This is my pecha kucha presentation on head transplants. Some images are of surgical procedures, so if you would like to leave the page, please do so.
These are some films from the 60’s and 70’s about head transplants. They are mostly horror films. We have always associated bodiless heads and headless bodies with Halloween, spooky stories, and death. But what if we didn’t have to?
Before any of the horror films there was Vladimir Demikhov, Soviet scientist and organ transplantation pioneer. His successful heart and lung transplants done on animals made him famous.Then World War I happened and he was on the front line as a forensic expert and pathologist.
After the war, Demikhov spent the 1950s experimenting on dogs. This is one of his two-headed dogs. He used the heart of the bottom dog to run blood through the top dog.
He won lots of awards, but mostly people were appalled by Vladimir’s work. His dogs lived various life times from a few hours to a few months, but he admits that none of them really acted quite like a normal dog.
Dr. Robert White was an American surgeon who pioneered widespread methods of draining fluids and chilling injured parts of the brain for surgery. He learned partly by experimenting on animals. He led the first transplants of brains from one dog to another and also one monkey to another.
He applied these methods to Vladimir’s dog-model, and successfully performed is own version of the head transplants. This is a real taxidermied patient of his.
Then he moved on to monkeys. He completed the head transplants, but also became a leading target for protestors. One interrupted a banquet in his honor by offering him a bloody replica of a human head. Others called his house asking for "Dr. Butcher."
After these procedures in the late 70’s, nobody really touched head transplants for a while. Robert White was the last morally-questionable neurological surgeon standing for a couple years.
Italian Doctor Sergio Canavero worked for 22 years as a neurosurgeon at the University Hospital Turin, but separated from the institution in 2015 due to increased opposition to his work. Canavero started to work on head transplantation in 1982. Or to quote him,” Head transplantation, body transplantation, whatever, Technicality!”
This is Valery Spiridonov. He is 33 years old, is a computer programmer from Russia, and has Werdnig-Hoffmann disease. The spinal and muscular dystrophy will likely kill him even though his mind is totally normal and fine.
In 2015, Spiridonov won the selection to be the first living-human-head transplant’s patient.

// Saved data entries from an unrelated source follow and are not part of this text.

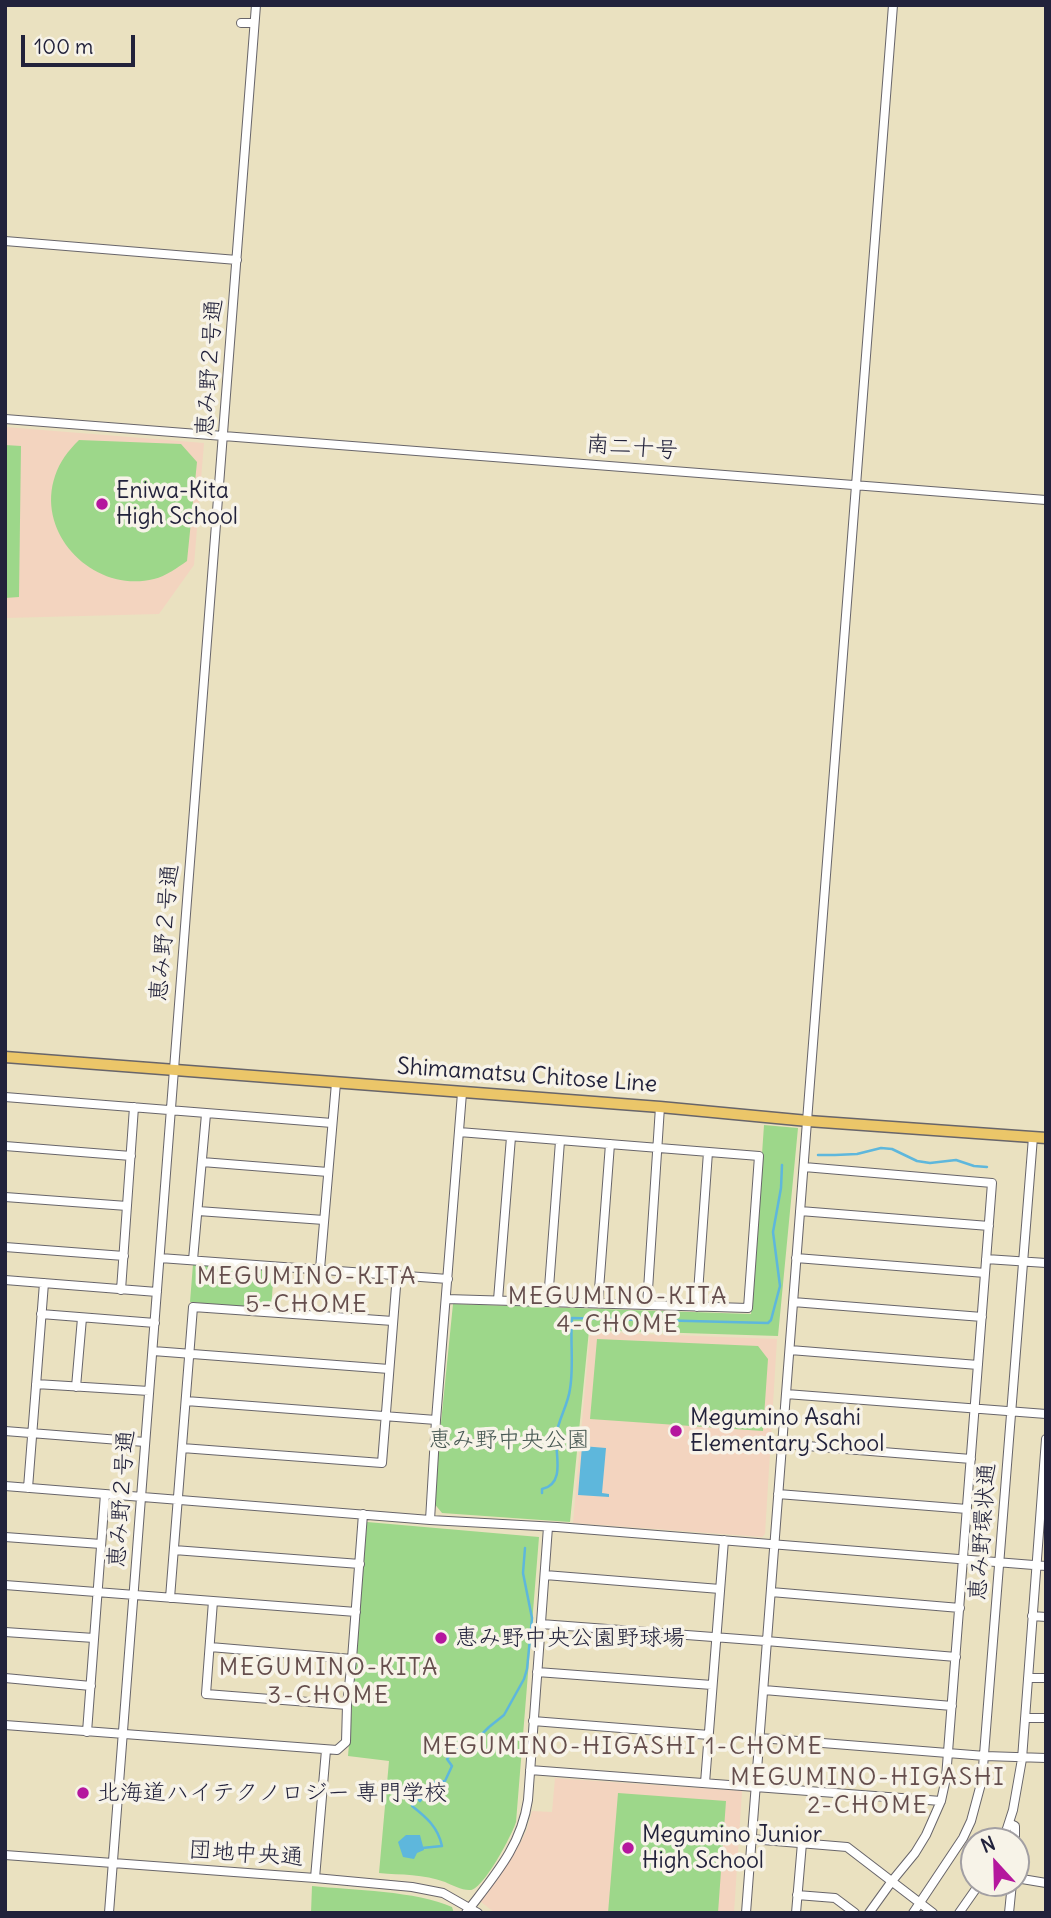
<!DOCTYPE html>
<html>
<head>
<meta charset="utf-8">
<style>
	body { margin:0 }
	#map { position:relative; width:1051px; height:1918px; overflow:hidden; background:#eae1c0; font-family:Delius,sans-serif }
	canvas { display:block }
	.frame { position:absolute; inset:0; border:7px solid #22223b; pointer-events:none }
	.north { position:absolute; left:960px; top:1827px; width:70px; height:70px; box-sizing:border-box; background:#f7f3e8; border:2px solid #a29fa3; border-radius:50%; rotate:338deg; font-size:19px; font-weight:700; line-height:28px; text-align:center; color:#22223b }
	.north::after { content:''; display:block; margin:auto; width:24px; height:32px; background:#b5179e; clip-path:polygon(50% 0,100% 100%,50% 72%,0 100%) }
	.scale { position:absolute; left:21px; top:35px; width:114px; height:32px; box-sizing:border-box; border:4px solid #22223b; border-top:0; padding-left:9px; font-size:21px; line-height:24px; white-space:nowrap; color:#22223b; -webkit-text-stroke:5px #f7f3e8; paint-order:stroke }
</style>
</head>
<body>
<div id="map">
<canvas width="1051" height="1918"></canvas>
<div class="frame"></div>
<div class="north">N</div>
<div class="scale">100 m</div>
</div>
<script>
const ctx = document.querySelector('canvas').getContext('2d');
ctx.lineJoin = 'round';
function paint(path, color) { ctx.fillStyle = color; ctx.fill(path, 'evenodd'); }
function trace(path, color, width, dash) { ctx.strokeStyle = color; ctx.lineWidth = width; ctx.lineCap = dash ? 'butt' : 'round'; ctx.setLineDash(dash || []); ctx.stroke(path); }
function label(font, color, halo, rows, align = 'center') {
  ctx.font = font + ' Delius,"Klee One",sans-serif'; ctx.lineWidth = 7; ctx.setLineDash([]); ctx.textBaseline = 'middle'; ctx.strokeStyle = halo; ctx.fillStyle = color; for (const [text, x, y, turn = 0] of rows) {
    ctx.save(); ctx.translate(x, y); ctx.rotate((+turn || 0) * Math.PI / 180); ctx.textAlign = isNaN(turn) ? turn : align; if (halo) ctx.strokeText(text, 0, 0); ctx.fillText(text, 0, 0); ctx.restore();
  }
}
paint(new Path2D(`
	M 5,427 L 204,443 L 194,565 L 159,614 L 5,618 Z
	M 590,1332 L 777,1339 L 765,1534 L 762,1537 L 573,1523 Z
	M 555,1778 L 742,1791 L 734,1913 L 495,1913 L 480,1901 L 522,1840 L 527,1829 L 532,1811 L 552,1812 Z`), '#f3d4bf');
paint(new Path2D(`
	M 79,440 L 181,444 L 197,462 L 187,561 C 177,568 166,576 154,579 C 95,594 35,535 55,476 C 60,461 68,451 79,440 Z
	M 5,445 L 21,446 L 19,597 L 5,598 Z
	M 764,1125 L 798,1128 L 778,1336 L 589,1330 L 570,1522 L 442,1513 L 433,1502 L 453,1304 L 751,1314 Z
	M 193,1264 L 274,1270 L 271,1309 L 190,1302 Z
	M 597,1339 L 758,1346 L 768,1359 L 763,1431 L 590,1419 Z
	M 367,1522 L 539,1537 L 516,1822 C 512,1835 484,1888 471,1890 C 463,1891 452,1885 445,1882 C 424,1874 401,1875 379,1873 L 389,1761 L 348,1756 Z
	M 618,1793 L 726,1801 L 718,1913 L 608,1913 Z
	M 312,1886 C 352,1890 417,1891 452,1907 L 454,1913 L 311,1913 Z`), '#9dd78a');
paint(new Path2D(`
	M 582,1446 L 606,1448 L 602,1493 L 609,1494 L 609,1497 L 578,1495 Z
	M 406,1835 L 420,1835 L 424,1850 L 417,1853 L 414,1859 L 403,1857 L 398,1842 Z`), '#5eb7dc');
trace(new Path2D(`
	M 818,1155 L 835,1155 L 857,1154 L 881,1148 L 892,1149 L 917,1161 L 930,1163 L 956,1160 L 974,1166 L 987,1167
	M 542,1493 L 542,1489 C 566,1484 555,1453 556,1436 C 558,1420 568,1405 570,1389 C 574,1366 570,1341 572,1318 L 768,1323 L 771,1320 L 780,1286 L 773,1232 L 781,1188 L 782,1165
	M 422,1848 L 442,1846 C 438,1827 426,1817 412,1806 L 417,1797 L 420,1801 L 435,1782 L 445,1781 L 452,1766 L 447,1759 L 457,1748 L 464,1752 L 489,1727 L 504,1715 L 524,1679 L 527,1669 L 532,1618 L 523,1573 L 525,1548`), '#5eb7dc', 2.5);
const minor = new Path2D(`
	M 241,23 L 254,23
	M 5,241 L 237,260
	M 5,419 L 1046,500
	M 5,1097 L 332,1123
	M 5,1146 L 131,1156
	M 202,1162 L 328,1172
	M 804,1167 L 992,1183 L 946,1778 L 941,1801 L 926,1835 L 915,1853 L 892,1881 L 869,1913
	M 5,1197 L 127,1206
	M 198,1211 L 324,1220
	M 800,1211 L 989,1226
	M 5,1247 L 124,1256
	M 160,1258 L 448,1279
	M 796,1258 L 985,1273
	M 986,1259 L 1046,1263
	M 193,1260 L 206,1114
	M 320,1269 L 336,1083
	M 5,1280 L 157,1292
	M 121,1290 L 134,1107
	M 446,1299 L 748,1308 L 759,1156 L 459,1132
	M 498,1300 L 511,1137
	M 548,1301 L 560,1141
	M 793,1302 L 982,1317
	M 598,1303 L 610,1144
	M 647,1305 L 660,1107
	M 697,1307 L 708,1152
	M 41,1314 L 155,1323
	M 790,1350 L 978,1365
	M 153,1351 L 389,1369
	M 36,1384 L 149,1391
	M 76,1387 L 82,1318
	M 786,1394 L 1046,1414
	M 186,1401 L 436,1420
	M 5,1431 L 145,1442
	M 782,1444 L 971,1459
	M 182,1448 L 382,1463 L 397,1274
	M 5,1486 L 430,1520 L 557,1527 L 1046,1566
	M 28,1488 L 44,1283
	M 778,1494 L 967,1509
	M 430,1520 L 436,1420 L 462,1093
	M 5,1537 L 101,1544
	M 174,1550 L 360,1564
	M 545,1575 L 720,1589
	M 5,1585 L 356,1612
	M 771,1592 L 960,1608
	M 170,1598 L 193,1307 L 393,1321
	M 213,1601 L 206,1694 L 347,1705
	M 1032,1616 L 1046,1617
	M 541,1624 L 766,1641 L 956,1657
	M 5,1632 L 94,1638
	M 210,1647 L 352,1659
	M 537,1672 L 712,1685
	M 5,1678 L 91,1686
	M 1028,1678 L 1046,1678
	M 764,1690 L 952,1706
	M 1025,1718 L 1046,1718
	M 533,1721 L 709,1735
	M 5,1725 L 337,1750 L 346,1742 L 347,1705 L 352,1659 L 363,1514
	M 87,1732 L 105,1494
	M 760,1738 L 985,1756 L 1046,1758
	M 530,1770 L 941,1801
	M 705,1783 L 724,1540
	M 1009,1823 L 1015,1826 L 1015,1841
	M 751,1839 L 847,1847 L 933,1913
	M 1003,1841 L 1013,1810 L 1022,1759 L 1046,1439
	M 5,1855 L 315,1878 L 412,1887 L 443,1893 L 478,1913
	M 315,1878 L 326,1750
	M 1016,1878 L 1046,1883
	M 797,1895 L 835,1898 L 855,1913
	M 109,1913 L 256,5
	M 466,1913 C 494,1876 521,1847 528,1800 L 548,1527
	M 746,1913 L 893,5
	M 796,1913 L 802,1843
	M 913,1913 L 963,1838 L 971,1821 L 982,1780 L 1033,1137
	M 959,1913 L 980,1883
	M 1009,1913 L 1012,1883`);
const major = new Path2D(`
	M 5,1057 L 660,1107 L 808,1121 L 1046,1138`);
trace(minor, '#68656a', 10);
trace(major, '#68656a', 13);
trace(minor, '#fff', 8);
trace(major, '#ebc669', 10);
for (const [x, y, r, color] of [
	[102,504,7,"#b5179e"],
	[676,1431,7,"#b5179e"],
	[441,1638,7,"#b5179e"],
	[83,1793,7,"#b5179e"],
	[628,1848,7,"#b5179e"]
]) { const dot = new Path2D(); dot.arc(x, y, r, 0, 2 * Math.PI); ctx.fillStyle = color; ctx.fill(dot); trace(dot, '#f7f3e8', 2.5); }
label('23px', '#22223b', '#f7f3e8', [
	["恵み野２号通",210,368,-86],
	["南二十号",632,448,4],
	["恵み野２号通",165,933,-85],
	["Shimamatsu Chitose Line",527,1076,4],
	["恵み野２号通",122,1499,-86],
	["恵み野環状通",983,1532,-86],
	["団地中央通",246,1854,4]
]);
label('23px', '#22223b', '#f7f3e8', [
	["Eniwa-Kita",116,491],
	["High School",116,517],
	["Megumino Asahi",690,1418],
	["Elementary School",690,1444],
	["恵み野中央公園野球場",455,1638],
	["北海道ハイテクノロジー 専門学校",97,1793],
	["Megumino Junior",642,1835],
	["High School",642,1861]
], 'left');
label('23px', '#475853', '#f7f3e8', [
	["恵み野中央公園",509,1440]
]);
ctx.letterSpacing = '2px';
label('24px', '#654e4d', '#f7f3e8', [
	["MEGUMINO-KITA",307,1277],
	["5-CHOME",307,1305],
	["MEGUMINO-KITA",618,1297],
	["4-CHOME",618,1325],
	["MEGUMINO-KITA",329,1668],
	["3-CHOME",329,1696],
	["MEGUMINO-HIGASHI 1-CHOME",623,1747],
	["MEGUMINO-HIGASHI",868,1778],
	["2-CHOME",868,1806]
]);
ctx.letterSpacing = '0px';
</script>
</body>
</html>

In 2013 Canavero published a protocol that he said would make human head transplantation possible. The project is called “HEAVEN” and stands for something scientific. Doctor Ren, from China, has done over 1,000 head transplants on mice and rats. Both the US and Europe have banned Canavero’s practices, but China is happy to host.
Now Doctors Ren and Canavero are best friends. In 2016 they published a review of attempted as well as possible neuroprotection strategies that they said should be researched for potential use in a head transplantation procedure. Or, in Canavero’s words, “the first human head transplant is imminent.”
The procedure’s greatest hurdle is reconnecting the donor’s and recipient’s spinal cords. One surgical team will remove the donor head, then both bodies will be cooled to 54 degrees. Mammals can be sustained without bloodflow for up to an hour at this temperature, so the entire surgery must be completed within an hour.
Medical professionals around the world are speaking outrage at this procedure. The President Elect of American Association for Neurological Surgeons said, “I would not wish this on anyone, nor would I allow anyone to do it to me as there are a lot of things worse than death."
Consciousness is affected by our body’s chemical composition. Our moods change and our hormones react to their environment. A head transplant is not just screwing a lightbulb into a new lamp, it’s screwing a lightbulb into a strange socket that looks like it might fit but you have no idea what it does.
New connections, foreign chemicals, and a never-done-before procedure even if done perfectly could very likely result in a never experienced level and quality of insanity". Or it could be fine. Or he could just die. Nobody knows.
This could be an entirely new person, or type of person. Science has not yet nailed down what exactly “the soul” is, but this controversial surgery feels wrong to a lot of people.
The surgery was originally announced to happen in December 2017, and since that is clearly not still an option, it’s actual date remains an enigma. Until then, we will be waiting on the edge of our… shirt collars.